> _Records to use_
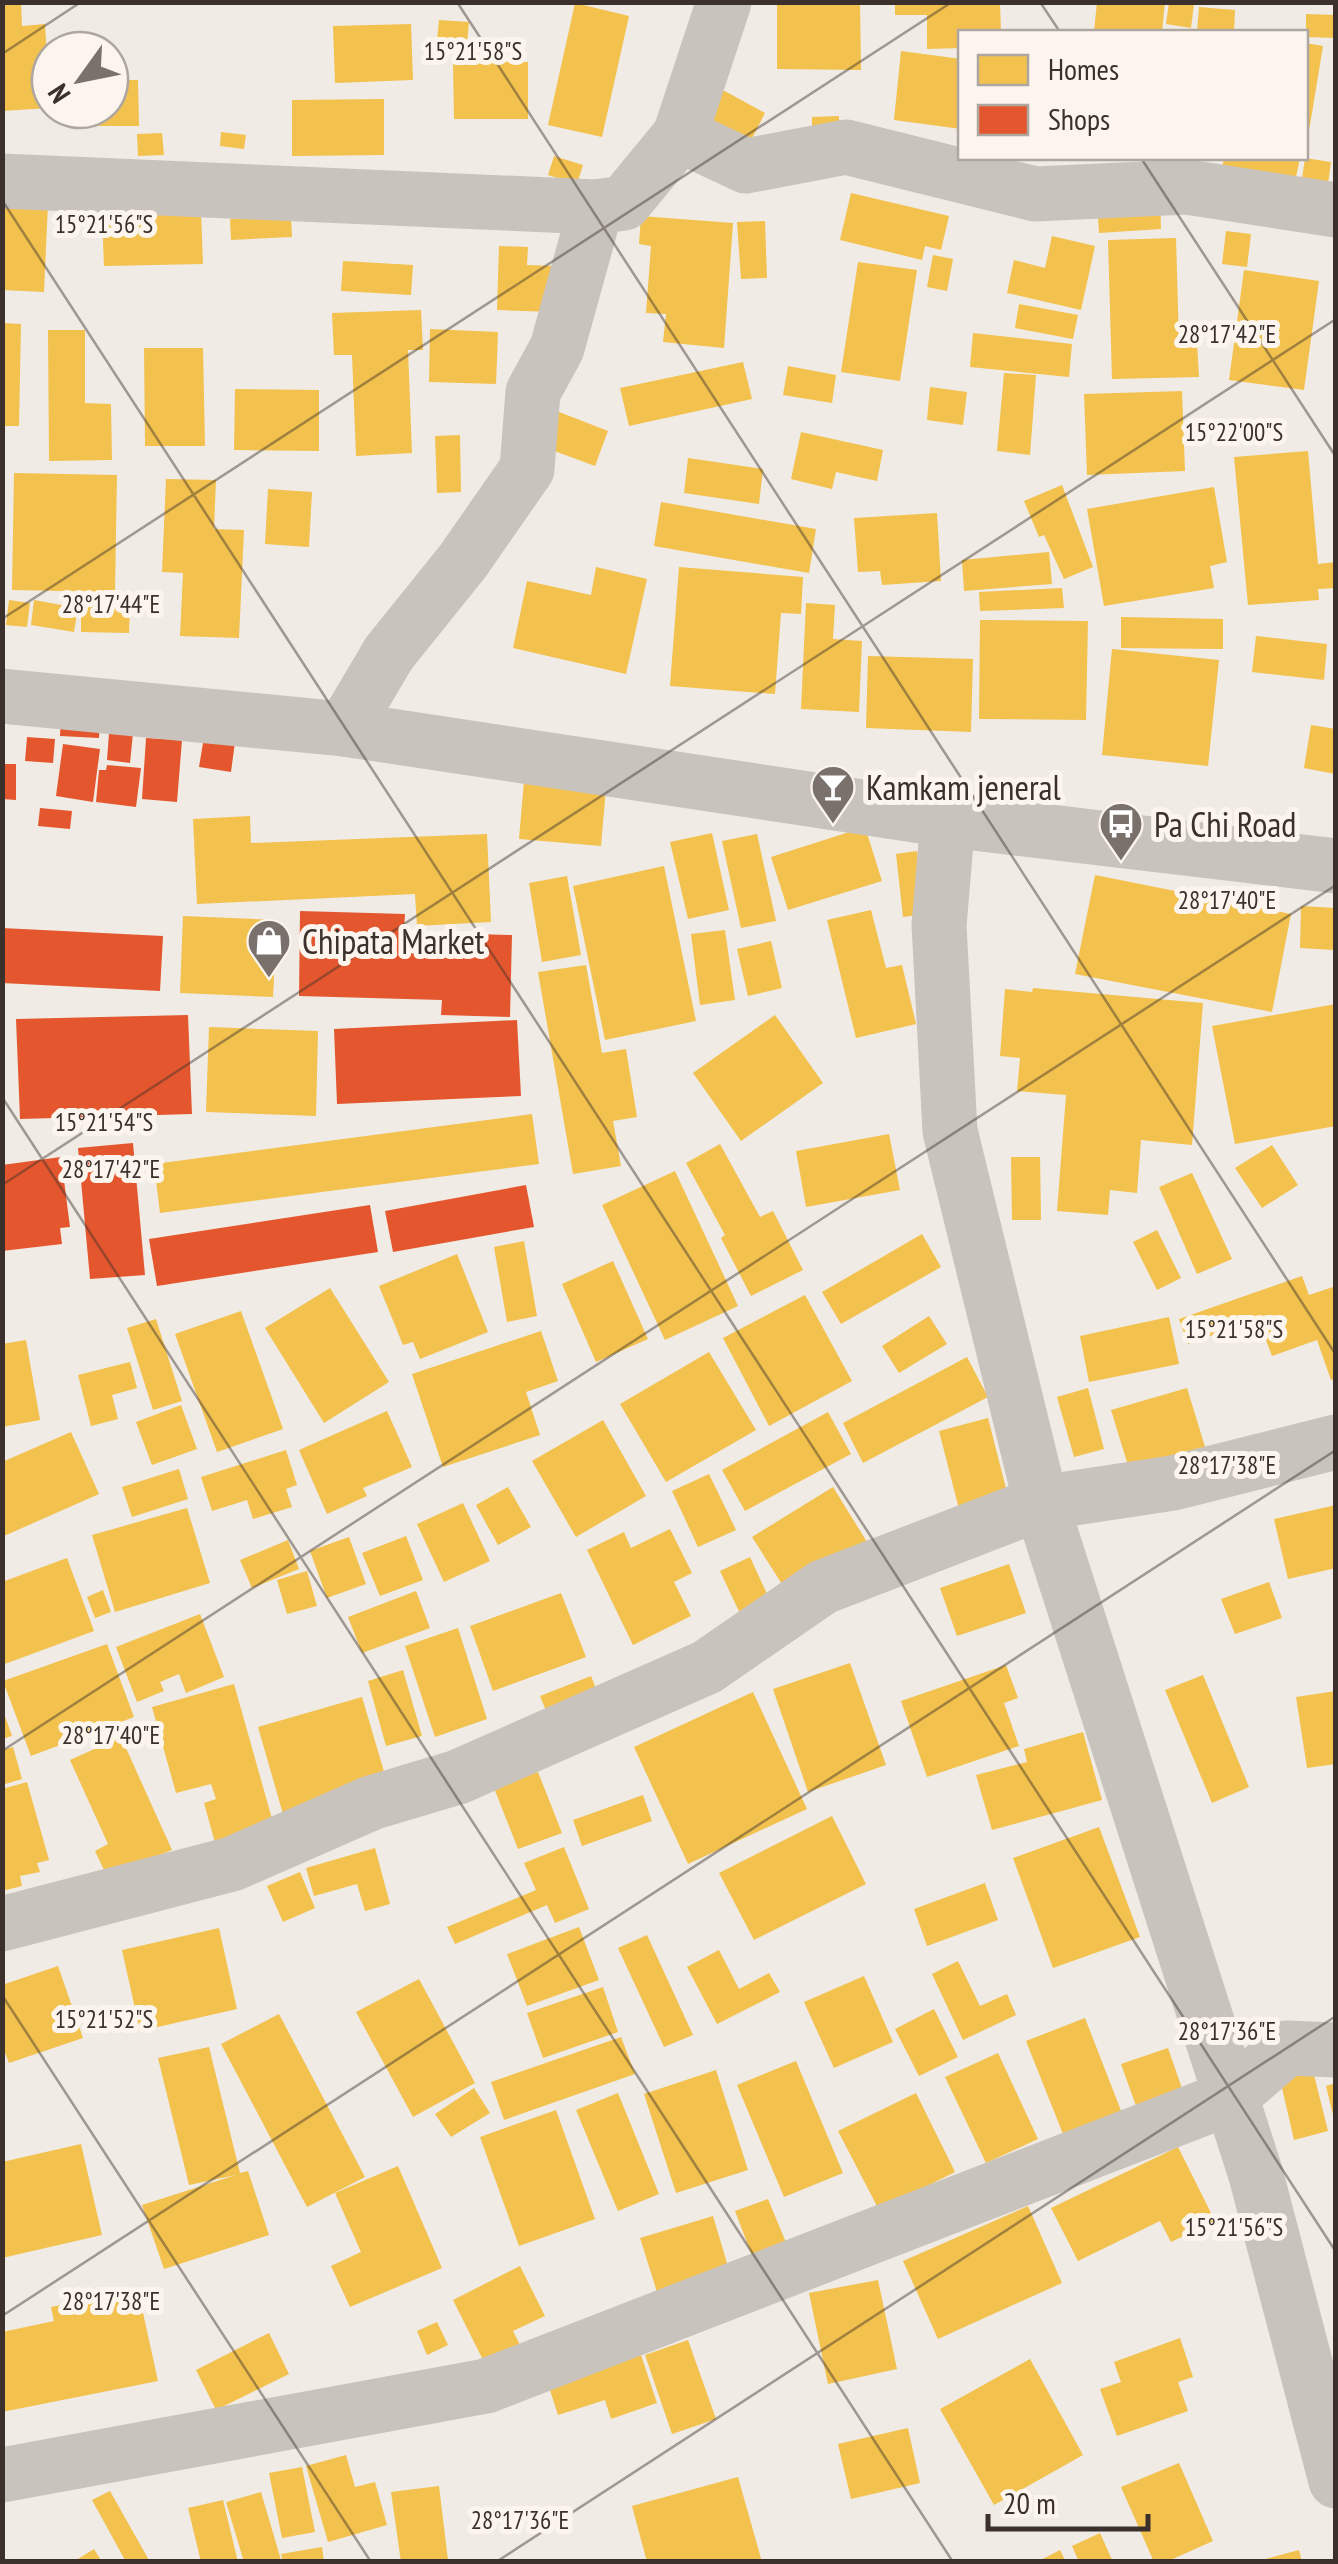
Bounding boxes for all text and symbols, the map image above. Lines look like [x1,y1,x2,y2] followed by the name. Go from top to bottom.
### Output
[30,30,130,130] north arrow
[958,30,1308,160] legend
[424,35,522,67] text: 15°21'58"S
[1048,49,1119,88] text: Homes
[39,77,78,110] text: N
[1048,99,1110,138] text: Shops
[55,208,153,240] text: 15°21'56"S
[1178,318,1276,350] text: 28°17'42"E
[1185,416,1283,448] text: 15°22'00"S
[62,588,160,620] text: 28°17'44"E
[810,764,856,825] bar icon: Kamkam jeneral
[866,764,1061,810] place label: Kamkam jeneral
[1098,801,1144,862] bus stop icon: Pa Chi Road
[1154,801,1296,847] place label: Pa Chi Road
[1178,884,1276,916] text: 28°17'40"E
[246,918,292,979] shop icon: Chipata Market
[302,918,485,964] place label: Chipata Market
[55,1106,153,1138] text: 15°21'54"S
[62,1153,160,1185] text: 28°17'42"E
[1185,1313,1283,1345] text: 15°21'58"S
[1178,1449,1276,1481] text: 28°17'38"E
[62,1719,160,1751] text: 28°17'40"E
[55,2003,153,2035] text: 15°21'52"S
[1178,2015,1276,2047] text: 28°17'36"E
[1185,2211,1283,2243] text: 15°21'56"S
[62,2285,160,2317] text: 28°17'38"E
[988,2469,1148,2531] scale bar
[1003,2483,1056,2522] text: 20 m
[471,2504,569,2536] text: 28°17'36"E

> _Task instructions_
Please, without any pictures, retype the records exactly as they appear.

> _Answer box_
Bounding boxes for all text and symbols, the map image above. Lines look like [x1,y1,x2,y2] followed by the name. Go from top to bottom.
### Output
[30,30,130,130] north arrow
[958,30,1308,160] legend
[424,35,522,67] text: 15°21'58"S
[1048,49,1119,88] text: Homes
[39,77,78,110] text: N
[1048,99,1110,138] text: Shops
[55,208,153,240] text: 15°21'56"S
[1178,318,1276,350] text: 28°17'42"E
[1185,416,1283,448] text: 15°22'00"S
[62,588,160,620] text: 28°17'44"E
[810,764,856,825] bar icon: Kamkam jeneral
[866,764,1061,810] place label: Kamkam jeneral
[1098,801,1144,862] bus stop icon: Pa Chi Road
[1154,801,1296,847] place label: Pa Chi Road
[1178,884,1276,916] text: 28°17'40"E
[246,918,292,979] shop icon: Chipata Market
[302,918,485,964] place label: Chipata Market
[55,1106,153,1138] text: 15°21'54"S
[62,1153,160,1185] text: 28°17'42"E
[1185,1313,1283,1345] text: 15°21'58"S
[1178,1449,1276,1481] text: 28°17'38"E
[62,1719,160,1751] text: 28°17'40"E
[55,2003,153,2035] text: 15°21'52"S
[1178,2015,1276,2047] text: 28°17'36"E
[1185,2211,1283,2243] text: 15°21'56"S
[62,2285,160,2317] text: 28°17'38"E
[988,2469,1148,2531] scale bar
[1003,2483,1056,2522] text: 20 m
[471,2504,569,2536] text: 28°17'36"E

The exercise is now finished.